Das Karpfenmuseum in Neustadt an der Aisch

Der Karpfen im Aischgründer Museum

Seit dem 8. Jahrhundert werden in Franken Karpfen gezüchtet. Dadurch enstand mit der Zeit im Aischgrund eine ausgedehnte Weiherlandschaft. Heute existieren hier über 7000 bewirtschaftete Weiher. Die traditionelle Karpfenteichwirtschaft zählt seit Kurzem zum Immateriellen Kulturerbe, dem sich auch das Karpfenmuseum widmet.

Karpfenmuseum: Ökologisches und Kulinarisches

In Neustadt an der Aisch befasst sich das Aischgründer Karpfenmuseum im Alten Schloss (Schloßgasse 8) mit dieser langen Tradition der Teichwirtschaft. Das Museum beleuchtet neben der Geschichte und der Arbeit der Teichwirte im Jahreskreislauf auch die Ökologie der Teichlandschaft. Der Lebensraum Teich ist ein faszinierendes Ökosystem, das nicht nur Karpfen eine Heimat bietet.
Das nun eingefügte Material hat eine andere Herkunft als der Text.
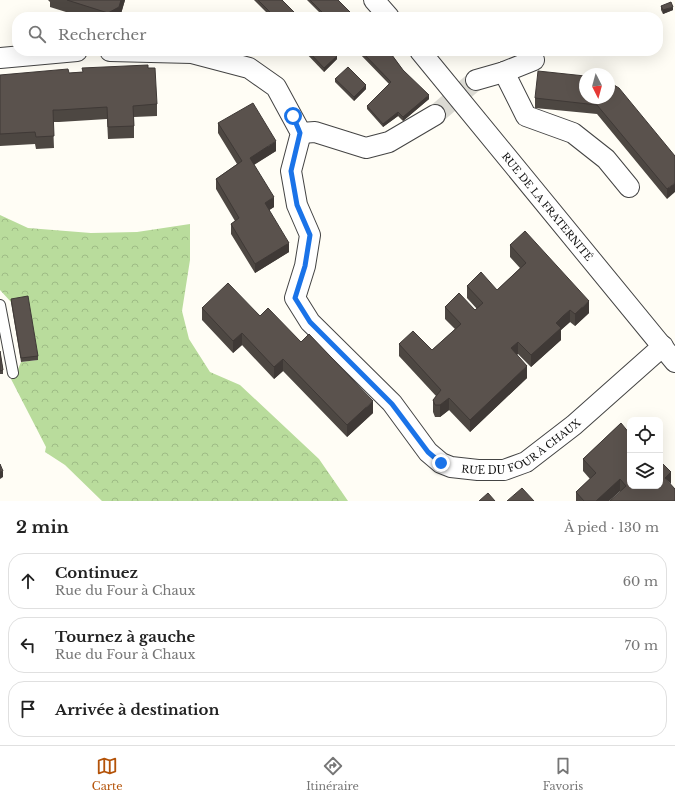 <!DOCTYPE html>
<html lang="fr">
<head>
<meta charset="utf-8">
<style>
	body { margin:0; font-family:"Libre Baskerville",serif; background:#f2f2f2; color:#222 }
	.controls { position:absolute; right:12px; bottom:12px; display:grid; overflow:hidden; border-radius:8px; box-shadow:0 4px 16px #0002 }
	.controls button { width:36px; height:36px; display:grid; place-items:center; padding:0; border:0; border-bottom:1px solid #e0e0e0; background:#fff; color:#222; font:20px sans-serif }
	.compass { position:absolute; left:579px; top:68px; width:36px; height:36px; border-radius:50%; background:#fff; box-shadow:0 4px 16px #0002; rotate:174deg }
	.stop { position:absolute; width:12px; height:12px; margin:-9px; border:3px solid #1a73e8; border-radius:50%; background:#fff }
	.stop.end { background:#1a73e8; border-color:#fff; box-shadow:0 1px 4px #0008 }
	.list { margin:0; padding:0; list-style:none }
	h2 { display:flex; justify-content:space-between; align-items:center; height:52px; margin:0; padding:0 16px; font-size:17px }
	h2 small { font-size:13px; font-weight:400; color:#767676 }
	.list li { display:grid; grid-template-columns:26px 1fr auto; gap:12px; align-items:center; box-sizing:border-box; height:56px; margin:0 8px 8px; padding:0 8px; border:1px solid #e0e0e0; border-radius:16px }
	.list b { display:block; font-size:15px; white-space:nowrap }
	.list p { margin:0; font-size:13px; white-space:nowrap; color:#767676 }
	.list em { font-size:13px; font-style:normal; color:#767676 }
	.icon { flex:none; width:22px; height:22px; fill:none; stroke:currentColor; stroke-width:2; stroke-linecap:round; stroke-linejoin:round }
	.map { position:relative; flex:none; width:675px; height:501px; overflow:hidden }
	.search { position:absolute; background:#fff; box-shadow:0 4px 16px #0002; left:12px; right:12px; top:12px; height:44px; display:flex; align-items:center; gap:10px; box-sizing:border-box; padding:0 14px; border-radius:16px; color:#767676; font-size:15px }
	.sheet { height:244px; background:#fff }
	nav { display:flex; justify-content:space-around; align-items:center; box-sizing:border-box; height:56px; border-top:1px solid #e0e0e0; background:#fff; font-size:11px; color:#767676 }
	nav a { display:grid; justify-items:center; gap:2px }
	nav .on { color:#b45309 }
	.map>svg:first-child { display:block }
</style>
</head>
<body>
<div class="map">
<svg width="675" height="501" viewBox="0 0 675 501">
	<defs>
		<pattern id="forest-crowns" width="20" height="18" patternUnits="userSpaceOnUse"><rect width="20" height="18" fill="#b9dc9c"/><path d="M2 6a3 3 0 1 1 6 0M12 15a3 3 0 1 1 6 0" fill="none" stroke="#9ebc85"/></pattern>
	</defs>
	<rect width="100%" height="100%" fill="#fffdf5"/>
	<polygon fill="url(#forest-crowns)" points="0,215 28,228 91,233 137,232 190,224 190,260 182,311 189,339 210,372 240,385 319,459 348,501 102,501 65,465 45,452 46,447 11,379 16,374 21,362 37,360 27,300 11,302 0,290"/>
	<g fill="none" stroke-linecap="round" stroke-linejoin="round">
		<polyline stroke="#dbdad3" stroke-width="20" stroke-dasharray="20 10" stroke-linecap="butt" points="435,115 476,80"/>
		<g stroke="#444" stroke-width="12">
			<polyline id="service" points="0,305 13,373"/>
		</g>
		<g stroke="#444" stroke-width="22">
			<g id="minor">
				<polyline points="374,0 389,17"/>
				<path id="s1" d="M110,51L192,53L249,68L276,87L301,133L291,171L297,205L310,235L305,266L295,298L310,322L392,403L428,452L441,463L451,467L478,470H504L526,462L574,425L663,346"/>
				<path id="s2" d="M420,51L675,362"/>
				<polyline points="0,58 77,51"/>
				<polyline points="504,72 526,116 573,133 606,159 629,187"/>
				<polyline points="476,80 504,72 534,60"/>
				<polyline points="301,133 315,132 366,148 389,142 435,115"/>
			</g>
		</g>
		<use href="#service" stroke="#fff" stroke-width="10"/>
		<use href="#minor" stroke="#fff" stroke-width="20"/>
	</g>
	<g fill="#4d4742">
		<polygon points="48,0 125,0 120,17 82,17 50,7 50,2"/>
		<polygon points="254,0 282,0 299,17 271,17"/>
		<polygon points="307,0 338,0 355,17 324,17"/>
		<polygon points="661,6 673,10 663,14 661,10"/>
		<polygon points="304,51 332,51 337,59 324,72"/>
		<polygon points="357,51 389,51 403,70 429,99 403,121 398,116 383,127 367,109 367,106 389,84"/>
		<polygon points="148,68 157,104 157,116 134,117 134,138 108,139 107,119 59,122 53,122 54,148 36,149 35,144 0,146 0,75 69,73"/>
		<polygon points="335,79 366,89 354,101 335,82"/>
		<polygon points="535,98 609,98 675,156 667,199 597,114 535,108"/>
		<polygon points="218,123 276,151 254,165 274,207 269,210 289,252 255,273 231,234 231,224 235,221 216,189 216,179 237,164 218,133"/>
		<polygon points="510,245 589,313 575,326 570,322 563,328 561,330 561,340 531,367 518,354 517,354 527,378 470,432 449,410 440,417 435,417 433,412 433,400 436,396 399,356 399,344 432,350 455,329 445,319 445,307 475,310 477,309 467,298 467,286 497,290 520,268 510,257"/>
		<polygon points="11,299 38,356 38,360 21,362 11,302"/>
		<polygon points="202,308 260,316 373,413 347,437 283,371 274,379 242,345 233,353 202,320"/>
		<polygon points="0,351 3,370 3,374 0,374"/>
		<polygon points="621,423 630,486 620,492 620,491 609,501 576,501 576,492 590,479 583,471 583,459"/>
	</g>
	<g fill="#3f3936">
		<polygon points="121,0 125,0 120,17 108,17 108,13"/>
		<polygon points="673,7 673,10 663,14 663,10"/>
		<polygon points="337,56 337,59 324,72 324,68"/>
		<polygon points="366,85 366,89 354,101 354,97"/>
		<polygon points="429,95 429,99 403,121 403,117"/>
		<polygon points="398,112 398,116 383,127 383,124"/>
		<polygon points="276,141 276,151 250,167 250,158"/>
		<polygon points="675,183 675,192 667,199 667,189"/>
		<polygon points="274,197 274,207 265,213 265,203"/>
		<polygon points="289,243 289,252 255,273 255,264"/>
		<polygon points="589,301 589,313 575,326 575,314"/>
		<polygon points="570,310 570,322 561,330 561,340 531,367 531,355 556,323"/>
		<polygon points="242,333 242,345 233,353 233,341"/>
		<polygon points="518,342 518,354 511,360 511,348"/>
		<polygon points="283,359 283,371 274,379 274,367"/>
		<polygon points="527,366 527,378 470,432 470,420"/>
		<polygon points="449,398 449,410 440,417 440,405"/>
		<polygon points="373,401 373,413 347,437 347,425"/>
		<polygon points="3,471 3,477 0,479 0,472"/>
		<polygon points="671,472 671,484 665,478"/>
		<polygon points="620,479 620,491 609,501 596,501"/>
	</g>
	<g fill="#5a524d" stroke="#3f3936">
		<polygon points="67,0 121,0 119,7 108,13"/>
		<polygon points="258,0 282,0 299,17 275,17"/>
		<polygon points="310,0 338,0 355,17 327,17"/>
		<polygon points="671,2 673,7 663,10 661,6"/>
		<polygon points="308,51 332,51 337,56 324,68"/>
		<polygon points="361,51 389,51 403,70 429,95 403,117 398,112 383,124 367,106 391,82"/>
		<polygon points="148,65 148,68 155,68 157,104 133,106 134,126 108,127 107,107 59,110 53,110 54,136 36,137 35,132 0,134 0,75 68,69 69,73 83,72 82,68"/>
		<polygon points="348,67 366,85 354,97 335,79"/>
		<polygon points="538,71 585,76 585,98 609,98 609,82 619,88 675,156 675,183 667,189 597,105 535,98"/>
		<polygon points="253,103 276,141 250,158 274,197 265,203 289,243 255,264 231,224 239,218 216,179 242,161 218,123"/>
		<polygon points="525,231 589,301 575,314 570,310 563,316 556,323 561,328 531,355 518,342 511,348 527,366 470,420 449,398 440,405 435,405 433,400 441,390 399,344 413,331 432,350 461,324 445,307 459,293 475,310 483,303 467,286 481,272 497,290 526,263 510,245"/>
		<polygon points="228,283 260,316 268,308 301,342 309,334 373,401 347,425 283,359 274,367 242,333 233,341 202,308"/>
		<polygon points="28,296 38,356 21,358 11,299"/>
		<polygon points="0,351 3,370 0,371"/>
		<polygon points="621,423 630,434 630,486 660,486 660,461 671,472 665,478 675,489 675,501 610,501 626,486 620,479 596,501 584,501 576,492 596,473 583,459"/>
		<polygon points="0,464 3,471 0,472"/>
		<polygon points="522,488 534,501 507,501"/>
		<polygon points="488,493 495,501 479,501"/>
	</g>
	<g fill="none" stroke-linecap="round" stroke-linejoin="round">
		<polyline stroke="#1a73e8" stroke-width="5" points="293,116 300,133 291,171 297,205 310,235 305,266 295,298 310,322 392,404 428,452 441,463"/>
	</g>
	<g text-anchor="middle" dominant-baseline="central" stroke-width="4" stroke-linejoin="round" paint-order="stroke">
		<g font-size="10" fill="#111" stroke="#fff">
			<text stroke="none"><textPath href="#s2" startOffset="201">RUE DE LA FRATERNITÉ</textPath></text>
			<text stroke="none"><textPath href="#s1" startOffset="707">RUE DU FOUR À CHAUX</textPath></text>
		</g>
	</g>
</svg>
<div class="controls">
<button><svg class="icon" aria-label="locate" viewBox="0 0 24 24"><circle cx="12" cy="12" r="6"/><path d="M12 2v4M12 18v4M2 12h4M18 12h4"/></svg></button>
<button><svg class="icon" aria-label="layers" viewBox="0 0 24 24"><path d="M12 4l9 5-9 5-9-5zM3 14l9 5 9-5"/></svg></button>
</div>
<svg class="compass" viewBox="-18 -18 36 36"><path d="M0-13l5 13h-10z" fill="#e53935"/><path d="M0 13l5-13h-10z" fill="#767676"/></svg>
<div class="stop" style="left:293px;top:116px"></div>
<div class="stop end" style="left:441px;top:463px"></div>
<div class="search"><svg class="icon" aria-label="search" viewBox="0 0 24 24"><circle cx="10" cy="10" r="6"/><path d="M15 15l6 6"/></svg>Rechercher</div>
</div>
<section class="sheet">
<h2>2 min<small>À pied · 130 m</small></h2>
<ul class="list">
<li><svg class="icon" aria-label="ahead" viewBox="0 0 24 24"><path d="M12 20V5M6 11l6-6 6 6"/></svg><div><b>Continuez</b><p>Rue du Four à Chaux</p></div><em>60 m</em></li>
<li><svg class="icon" aria-label="left" viewBox="0 0 24 24"><path d="M17 20v-9H6M10 6l-5 5 5 5"/></svg><div><b>Tournez à gauche</b><p>Rue du Four à Chaux</p></div><em>70 m</em></li>
<li><svg class="icon" aria-label="arrive" viewBox="0 0 24 24"><path d="M6 21V4h12l-3 4 3 4H6"/></svg><div><b>Arrivée à destination</b></div></li>
</ul>
</section>
<nav>
<a class="on"><svg class="icon" aria-label="map" viewBox="0 0 24 24"><path d="M3 6l6-2 6 2 6-2v14l-6 2-6-2-6 2zM9 4v14M15 6v14"/></svg>Carte</a>
<a><svg class="icon" aria-label="directions" viewBox="0 0 24 24"><path d="M12 3l9 9-9 9-9-9zM9 14v-3h6M13 9l2 2-2 2"/></svg>Itinéraire</a>
<a><svg class="icon" aria-label="saved" viewBox="0 0 24 24"><path d="M7 4h10v16l-5-4-5 4z"/></svg>Favoris</a>
</nav>
</body>
</html>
Das Museum lüftet außerdem manch kulinarisches Geheimnis. In Monaten mit einem „R“, sprich von September bis April, bestimmt der Karpfen den Speiseplan der zahlreichen Gastwirtschaften im Aischgrund. Die häufigste Zubereitungsart ist der halbe Gebackene, gefolgt von blau gesotten. Von der Zubereitung bis zum Verzehr, von historischen Kochbüchern bis zum Fischgeschirr, die Dauerausstellung zeigt alles, was man über das Karpfen-Essen wissen muss. Das Museum ist Mittwoch sowie Freitag bis Sonntag von 14 bis 17 Uhr geöffnet.

Sonderausstellung zur jüdischen Geschichte Neustadts

Ab dem 9. November 2021 ist außerdem eine Sonderausstellung über die jüdische Geschichte Neustadts zu sehen, die an das bundesweite Jubiläum 1700 Jahre jüdisches Leben in Deutschland anknüpft.